Tu dis que tu veux aller mieux.
Tu le répètes. Tu le penses. Tu le cries parfois en silence.
Et pourtant…
Il y a une part de toi qui résiste.
Une part qui sabote.
Une part qui ralentit.
Une part qui s’accroche à la douleur comme à une vieille couverture trouée.
C’est dérangeant à lire.
Mais reste.
La vérité que tu évites
Si tu guéris… que restera-t-il de ton histoire ?
Ta souffrance t’a donné une identité.
Elle a façonné ton regard.
Elle a construit ton rôle : celui qui tient malgré tout, celui qu’on admire, celui qu’on plaint, celui qu’on comprend.
Sans elle, qui es-tu ?
La douleur est devenue un territoire familier.
Et l’être humain préfère l’enfer connu au paradis inconnu.
La loyauté invisible
Parfois, ne pas guérir est un acte d’amour inconscient.
Tu restes fidèle à une blessure héritée.
À une trahison ancienne.
À un parent qui n’a jamais été heureux.
À une injustice qui n’a jamais été réparée.
Guérir serait trahir.
Alors tu continues de porter le poids, comme un hommage silencieux.
Tu crois honorer le passé…
Mais tu sacrifies ton présent.
Le bénéfice caché
Oui, il y en a un.
La douleur attire l’attention.
Elle justifie tes échecs.
Elle explique tes absences.
Elle te protège du risque.
Si tu guéris, tu n’auras plus d’excuse.
Tu devras oser.
T’exposer.
Réussir peut-être.
Et ça, c’est terrifiant.
Parce que réussir signifie être vu.
Être vu signifie pouvoir être jugé.
Et être jugé réveille l’ancienne blessure.

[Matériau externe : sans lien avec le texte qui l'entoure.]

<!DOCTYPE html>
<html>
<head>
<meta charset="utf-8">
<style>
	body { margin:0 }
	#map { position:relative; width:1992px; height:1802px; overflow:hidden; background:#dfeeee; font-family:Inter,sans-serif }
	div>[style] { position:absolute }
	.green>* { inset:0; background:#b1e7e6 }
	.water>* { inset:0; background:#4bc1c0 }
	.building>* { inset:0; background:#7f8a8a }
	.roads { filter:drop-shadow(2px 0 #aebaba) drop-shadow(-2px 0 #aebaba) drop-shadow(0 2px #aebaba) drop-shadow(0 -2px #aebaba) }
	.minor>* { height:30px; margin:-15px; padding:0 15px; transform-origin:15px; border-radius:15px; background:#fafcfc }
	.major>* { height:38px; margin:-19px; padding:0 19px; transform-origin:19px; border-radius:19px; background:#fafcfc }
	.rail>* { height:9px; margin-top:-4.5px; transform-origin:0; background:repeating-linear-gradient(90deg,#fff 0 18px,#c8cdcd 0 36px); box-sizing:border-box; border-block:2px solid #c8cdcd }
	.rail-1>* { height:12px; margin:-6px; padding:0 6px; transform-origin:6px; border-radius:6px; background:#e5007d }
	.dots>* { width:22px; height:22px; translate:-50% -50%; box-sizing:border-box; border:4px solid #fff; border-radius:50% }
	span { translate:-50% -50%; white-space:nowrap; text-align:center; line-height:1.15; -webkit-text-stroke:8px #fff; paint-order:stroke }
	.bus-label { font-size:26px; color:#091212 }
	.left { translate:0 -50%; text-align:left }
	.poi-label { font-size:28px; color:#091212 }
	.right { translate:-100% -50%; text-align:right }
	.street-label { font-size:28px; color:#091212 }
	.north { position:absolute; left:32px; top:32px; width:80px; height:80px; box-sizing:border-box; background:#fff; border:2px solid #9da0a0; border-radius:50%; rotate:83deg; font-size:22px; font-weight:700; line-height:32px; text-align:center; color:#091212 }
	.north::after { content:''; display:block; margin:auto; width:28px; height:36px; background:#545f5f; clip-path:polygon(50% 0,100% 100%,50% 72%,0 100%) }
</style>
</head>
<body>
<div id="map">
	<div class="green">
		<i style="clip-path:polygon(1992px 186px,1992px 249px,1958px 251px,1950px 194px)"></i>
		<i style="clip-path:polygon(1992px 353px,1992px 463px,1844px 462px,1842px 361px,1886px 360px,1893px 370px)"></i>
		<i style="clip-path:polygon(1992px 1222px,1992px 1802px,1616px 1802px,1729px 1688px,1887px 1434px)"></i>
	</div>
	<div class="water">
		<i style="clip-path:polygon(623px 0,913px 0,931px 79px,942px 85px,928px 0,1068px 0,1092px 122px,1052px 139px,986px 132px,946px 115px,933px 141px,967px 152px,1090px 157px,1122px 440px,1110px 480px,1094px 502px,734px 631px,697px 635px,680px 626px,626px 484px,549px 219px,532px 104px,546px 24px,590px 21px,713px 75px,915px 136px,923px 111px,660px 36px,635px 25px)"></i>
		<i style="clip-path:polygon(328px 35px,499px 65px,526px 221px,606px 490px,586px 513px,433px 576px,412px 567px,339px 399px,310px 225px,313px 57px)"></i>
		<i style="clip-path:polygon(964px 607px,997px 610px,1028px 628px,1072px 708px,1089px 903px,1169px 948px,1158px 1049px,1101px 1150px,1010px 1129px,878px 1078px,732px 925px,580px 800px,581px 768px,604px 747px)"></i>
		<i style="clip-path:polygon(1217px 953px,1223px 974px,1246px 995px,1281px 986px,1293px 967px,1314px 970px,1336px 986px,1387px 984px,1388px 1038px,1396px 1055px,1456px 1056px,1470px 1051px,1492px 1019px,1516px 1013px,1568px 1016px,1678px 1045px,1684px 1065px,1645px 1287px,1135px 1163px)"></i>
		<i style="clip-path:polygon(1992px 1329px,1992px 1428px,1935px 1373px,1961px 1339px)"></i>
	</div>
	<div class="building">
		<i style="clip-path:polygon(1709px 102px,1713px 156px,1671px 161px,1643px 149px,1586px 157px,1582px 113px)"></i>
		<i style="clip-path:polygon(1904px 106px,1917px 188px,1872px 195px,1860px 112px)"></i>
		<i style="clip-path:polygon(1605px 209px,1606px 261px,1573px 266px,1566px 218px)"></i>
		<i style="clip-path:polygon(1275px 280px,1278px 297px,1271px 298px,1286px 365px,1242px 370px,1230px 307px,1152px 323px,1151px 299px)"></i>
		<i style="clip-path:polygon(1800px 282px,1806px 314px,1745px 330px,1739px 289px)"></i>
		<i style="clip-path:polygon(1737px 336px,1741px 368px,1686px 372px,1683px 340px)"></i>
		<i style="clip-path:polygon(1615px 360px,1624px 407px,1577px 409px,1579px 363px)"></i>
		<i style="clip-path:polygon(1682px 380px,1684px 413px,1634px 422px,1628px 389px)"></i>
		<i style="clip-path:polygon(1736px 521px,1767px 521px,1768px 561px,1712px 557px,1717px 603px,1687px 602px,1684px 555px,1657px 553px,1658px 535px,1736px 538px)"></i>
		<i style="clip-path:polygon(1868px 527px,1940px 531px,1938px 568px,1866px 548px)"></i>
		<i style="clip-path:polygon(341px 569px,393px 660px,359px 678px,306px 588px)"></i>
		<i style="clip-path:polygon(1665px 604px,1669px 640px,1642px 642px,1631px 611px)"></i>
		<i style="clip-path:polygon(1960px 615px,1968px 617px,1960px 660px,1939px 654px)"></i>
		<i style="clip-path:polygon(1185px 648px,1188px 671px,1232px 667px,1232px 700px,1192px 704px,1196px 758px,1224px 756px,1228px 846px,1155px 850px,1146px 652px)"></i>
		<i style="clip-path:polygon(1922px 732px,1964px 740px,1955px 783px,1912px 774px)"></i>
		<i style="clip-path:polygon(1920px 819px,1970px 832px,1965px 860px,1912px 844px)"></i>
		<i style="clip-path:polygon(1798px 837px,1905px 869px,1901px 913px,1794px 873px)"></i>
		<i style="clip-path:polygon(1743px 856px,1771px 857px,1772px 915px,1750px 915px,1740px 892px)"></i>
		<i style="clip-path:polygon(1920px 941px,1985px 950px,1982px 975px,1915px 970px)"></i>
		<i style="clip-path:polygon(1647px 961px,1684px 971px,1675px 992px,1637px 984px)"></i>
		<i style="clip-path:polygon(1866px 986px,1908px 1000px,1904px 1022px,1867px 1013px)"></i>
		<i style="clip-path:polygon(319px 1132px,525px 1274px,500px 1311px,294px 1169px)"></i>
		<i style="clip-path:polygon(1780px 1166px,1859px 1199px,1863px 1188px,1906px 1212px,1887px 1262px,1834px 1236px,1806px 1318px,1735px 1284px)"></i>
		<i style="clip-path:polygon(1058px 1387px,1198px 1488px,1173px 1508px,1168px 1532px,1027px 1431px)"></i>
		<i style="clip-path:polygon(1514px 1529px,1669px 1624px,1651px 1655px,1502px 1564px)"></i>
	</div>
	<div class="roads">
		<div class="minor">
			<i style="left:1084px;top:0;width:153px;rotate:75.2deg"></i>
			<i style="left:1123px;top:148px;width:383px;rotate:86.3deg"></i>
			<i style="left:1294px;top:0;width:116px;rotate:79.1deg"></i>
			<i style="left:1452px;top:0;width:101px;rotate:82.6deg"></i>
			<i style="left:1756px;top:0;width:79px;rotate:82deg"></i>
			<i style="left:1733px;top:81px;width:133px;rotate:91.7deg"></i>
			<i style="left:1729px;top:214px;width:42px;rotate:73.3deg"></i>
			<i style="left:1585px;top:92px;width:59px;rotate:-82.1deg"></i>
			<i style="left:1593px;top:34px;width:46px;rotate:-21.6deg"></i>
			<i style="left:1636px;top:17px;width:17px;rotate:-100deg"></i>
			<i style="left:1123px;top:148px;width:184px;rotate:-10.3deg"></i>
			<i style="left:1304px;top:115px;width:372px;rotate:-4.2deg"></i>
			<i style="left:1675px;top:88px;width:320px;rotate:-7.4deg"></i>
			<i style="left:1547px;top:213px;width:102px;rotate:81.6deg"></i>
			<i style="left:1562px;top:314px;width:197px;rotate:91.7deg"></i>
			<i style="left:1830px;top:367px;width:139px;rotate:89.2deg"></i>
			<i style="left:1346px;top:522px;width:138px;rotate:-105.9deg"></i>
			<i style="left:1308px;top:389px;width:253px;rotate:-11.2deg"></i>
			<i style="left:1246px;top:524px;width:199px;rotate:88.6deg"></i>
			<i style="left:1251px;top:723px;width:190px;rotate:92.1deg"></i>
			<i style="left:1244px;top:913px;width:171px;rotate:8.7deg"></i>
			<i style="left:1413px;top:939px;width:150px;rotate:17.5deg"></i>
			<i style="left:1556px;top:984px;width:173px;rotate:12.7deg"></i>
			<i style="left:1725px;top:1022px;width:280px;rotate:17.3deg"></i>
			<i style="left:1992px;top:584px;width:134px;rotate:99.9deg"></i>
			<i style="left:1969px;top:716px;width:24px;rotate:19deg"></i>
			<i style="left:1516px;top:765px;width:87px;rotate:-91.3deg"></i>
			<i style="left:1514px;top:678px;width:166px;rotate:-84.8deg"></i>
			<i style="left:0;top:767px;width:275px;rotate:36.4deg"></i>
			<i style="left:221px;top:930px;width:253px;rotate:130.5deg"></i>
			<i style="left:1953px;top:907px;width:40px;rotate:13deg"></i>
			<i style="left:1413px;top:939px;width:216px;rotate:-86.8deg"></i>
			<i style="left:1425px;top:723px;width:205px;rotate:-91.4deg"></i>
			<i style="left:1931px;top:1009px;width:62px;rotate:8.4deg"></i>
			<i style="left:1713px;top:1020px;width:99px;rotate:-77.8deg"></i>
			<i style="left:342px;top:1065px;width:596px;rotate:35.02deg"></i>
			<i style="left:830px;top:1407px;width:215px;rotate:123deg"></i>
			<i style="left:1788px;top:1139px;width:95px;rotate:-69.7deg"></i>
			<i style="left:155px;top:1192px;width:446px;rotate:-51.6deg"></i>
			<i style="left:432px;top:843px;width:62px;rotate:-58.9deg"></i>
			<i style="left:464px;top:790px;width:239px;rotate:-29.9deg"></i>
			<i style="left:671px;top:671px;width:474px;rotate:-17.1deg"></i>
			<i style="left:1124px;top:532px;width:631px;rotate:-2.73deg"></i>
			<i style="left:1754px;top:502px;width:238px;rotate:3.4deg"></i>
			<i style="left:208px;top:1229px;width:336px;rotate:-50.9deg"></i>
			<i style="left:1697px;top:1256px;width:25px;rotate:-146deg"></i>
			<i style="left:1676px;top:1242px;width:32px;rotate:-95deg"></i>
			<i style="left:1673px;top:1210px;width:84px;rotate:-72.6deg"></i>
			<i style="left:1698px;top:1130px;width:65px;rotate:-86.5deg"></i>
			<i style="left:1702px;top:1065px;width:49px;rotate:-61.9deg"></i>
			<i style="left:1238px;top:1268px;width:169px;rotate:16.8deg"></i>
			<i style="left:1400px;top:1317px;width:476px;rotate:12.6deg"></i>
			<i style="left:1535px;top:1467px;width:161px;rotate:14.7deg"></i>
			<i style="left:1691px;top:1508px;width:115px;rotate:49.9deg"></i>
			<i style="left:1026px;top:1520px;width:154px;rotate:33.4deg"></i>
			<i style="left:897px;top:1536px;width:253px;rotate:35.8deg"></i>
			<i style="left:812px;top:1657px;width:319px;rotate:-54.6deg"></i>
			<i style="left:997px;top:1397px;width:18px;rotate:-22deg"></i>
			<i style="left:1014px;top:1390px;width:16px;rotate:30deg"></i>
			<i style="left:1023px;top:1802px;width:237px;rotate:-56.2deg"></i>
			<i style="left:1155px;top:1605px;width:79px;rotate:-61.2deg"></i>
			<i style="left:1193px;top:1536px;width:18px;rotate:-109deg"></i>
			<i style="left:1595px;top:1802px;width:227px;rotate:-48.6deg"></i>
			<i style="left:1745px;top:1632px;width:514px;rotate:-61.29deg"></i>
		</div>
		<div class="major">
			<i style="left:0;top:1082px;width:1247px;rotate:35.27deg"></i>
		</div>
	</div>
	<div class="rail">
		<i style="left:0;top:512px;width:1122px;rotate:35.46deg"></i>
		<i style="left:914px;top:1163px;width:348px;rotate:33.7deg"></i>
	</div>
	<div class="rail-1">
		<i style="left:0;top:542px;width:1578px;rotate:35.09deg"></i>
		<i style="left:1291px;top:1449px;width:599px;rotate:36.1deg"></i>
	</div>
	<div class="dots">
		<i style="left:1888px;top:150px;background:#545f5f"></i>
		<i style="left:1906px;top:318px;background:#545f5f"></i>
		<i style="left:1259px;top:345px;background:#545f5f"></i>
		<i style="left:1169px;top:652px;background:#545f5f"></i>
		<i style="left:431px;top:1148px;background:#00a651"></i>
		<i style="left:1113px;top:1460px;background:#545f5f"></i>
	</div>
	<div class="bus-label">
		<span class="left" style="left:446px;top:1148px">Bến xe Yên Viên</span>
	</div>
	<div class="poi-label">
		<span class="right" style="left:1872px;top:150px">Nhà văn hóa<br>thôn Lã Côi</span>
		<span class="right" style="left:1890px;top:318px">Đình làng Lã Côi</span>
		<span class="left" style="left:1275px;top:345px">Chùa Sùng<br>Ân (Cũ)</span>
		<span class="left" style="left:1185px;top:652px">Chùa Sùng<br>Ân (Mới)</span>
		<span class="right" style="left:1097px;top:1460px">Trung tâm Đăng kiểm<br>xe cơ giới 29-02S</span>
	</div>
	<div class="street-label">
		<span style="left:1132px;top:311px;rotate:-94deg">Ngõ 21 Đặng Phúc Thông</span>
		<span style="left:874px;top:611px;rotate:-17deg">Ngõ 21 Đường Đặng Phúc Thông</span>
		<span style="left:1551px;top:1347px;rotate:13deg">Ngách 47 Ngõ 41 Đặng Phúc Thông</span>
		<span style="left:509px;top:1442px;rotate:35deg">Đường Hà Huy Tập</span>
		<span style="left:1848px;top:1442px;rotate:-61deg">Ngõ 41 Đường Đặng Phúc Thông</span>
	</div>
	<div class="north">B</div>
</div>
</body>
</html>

Alors tu préfères rester “en réparation”.
La peur du vide
La guérison n’est pas un simple soulagement.
C’est une disparition.
Disparition de certaines conversations.
Disparition de certaines relations.
Disparition de certaines habitudes.
Et dans ce silence nouveau…
Il y a le vide.
Beaucoup redoutent ce vide plus que la souffrance.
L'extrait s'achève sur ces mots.